Literature is Not a Closed Book: What teaching has taught me about failure.
TweetWe need to stop putting literature on a pedestal. We need to stop reading books with white cotton gloves. We need to start treating literature like a living, responsive, imperfect thing.
I study English and French at the University of Oxford – I was born with verbal dyspraxia and a phonological disorder, so I didn’t speak properly until quite late. One does not cancel out the other. Any student can learn to love to read and write. Teaching has taught me that what students need is creative freedom, and the permission to make mistakes.
Literature is not created in a vacuum. Writers stub their toes too! They write through bad days and summer holidays, through revolutions and dog days. F. Scott Fitzgerald, author of The Great Gatsby, had bad days – many of them, in fact. It is important to remember to allow students to dislike books, to let them criticise the writer’s faults. It is much better to let students move onto a different book if their current one is boring, rather than forcing them to finish it. Reading should never be about endurance.
So, we need to stop privileging certain types of reading as ‘educational’, or certain types of books as ‘good literature’. Reading reality tv’s subtitles, a menu, the packaging label of an ice lolly, the captions on a comic strip – that is all reading. We learn through active recall and repetition, of course. However, we also, crucially, learn through absorption.

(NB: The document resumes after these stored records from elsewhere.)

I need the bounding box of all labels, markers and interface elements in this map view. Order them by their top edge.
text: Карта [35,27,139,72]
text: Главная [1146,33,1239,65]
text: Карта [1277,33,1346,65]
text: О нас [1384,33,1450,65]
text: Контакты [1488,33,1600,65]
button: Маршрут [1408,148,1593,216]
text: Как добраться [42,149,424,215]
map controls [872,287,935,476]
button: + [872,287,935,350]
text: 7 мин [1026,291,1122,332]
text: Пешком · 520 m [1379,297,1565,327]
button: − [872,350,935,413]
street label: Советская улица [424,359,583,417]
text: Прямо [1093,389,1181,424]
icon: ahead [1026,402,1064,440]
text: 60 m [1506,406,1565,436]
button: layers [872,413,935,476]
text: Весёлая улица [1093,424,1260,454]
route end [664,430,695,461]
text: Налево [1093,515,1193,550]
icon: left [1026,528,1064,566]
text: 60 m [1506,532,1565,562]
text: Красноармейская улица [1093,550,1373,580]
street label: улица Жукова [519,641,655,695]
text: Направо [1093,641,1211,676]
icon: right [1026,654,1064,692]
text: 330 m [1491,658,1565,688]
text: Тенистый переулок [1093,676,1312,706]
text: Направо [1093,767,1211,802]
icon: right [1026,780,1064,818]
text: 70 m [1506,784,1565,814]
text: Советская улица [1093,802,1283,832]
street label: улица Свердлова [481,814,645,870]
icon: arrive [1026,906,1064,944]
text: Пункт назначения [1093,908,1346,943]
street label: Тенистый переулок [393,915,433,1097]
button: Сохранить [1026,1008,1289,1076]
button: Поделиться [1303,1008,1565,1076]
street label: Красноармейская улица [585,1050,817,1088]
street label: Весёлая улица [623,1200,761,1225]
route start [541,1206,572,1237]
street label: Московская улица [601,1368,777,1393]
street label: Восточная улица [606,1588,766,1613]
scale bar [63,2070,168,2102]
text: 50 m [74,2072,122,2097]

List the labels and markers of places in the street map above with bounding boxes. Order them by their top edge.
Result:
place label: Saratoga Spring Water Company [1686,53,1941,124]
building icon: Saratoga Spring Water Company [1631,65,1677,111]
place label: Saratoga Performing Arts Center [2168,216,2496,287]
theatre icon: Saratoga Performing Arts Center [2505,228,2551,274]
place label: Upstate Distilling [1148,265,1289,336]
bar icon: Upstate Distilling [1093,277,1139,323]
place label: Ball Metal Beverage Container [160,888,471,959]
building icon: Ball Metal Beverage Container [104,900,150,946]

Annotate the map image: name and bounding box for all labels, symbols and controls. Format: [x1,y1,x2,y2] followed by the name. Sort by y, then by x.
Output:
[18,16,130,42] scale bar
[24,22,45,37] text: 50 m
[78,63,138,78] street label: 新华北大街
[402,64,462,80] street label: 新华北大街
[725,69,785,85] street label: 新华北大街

Failure is not a full stop; it is an opportunity for learning. We need to stop encouraging students to erase any trace of their mistakes for the sake of neatness. So many students wield tip-Ex or an eraser as if it protects them from failure. Yet we should not seek to eliminate errors, but instead keep them. To remember where we went wrong, to get better.
Life itself is messy. Its story cannot be told in a perfect calligraphic script. Mistakes happen. What matters is how we learn from them.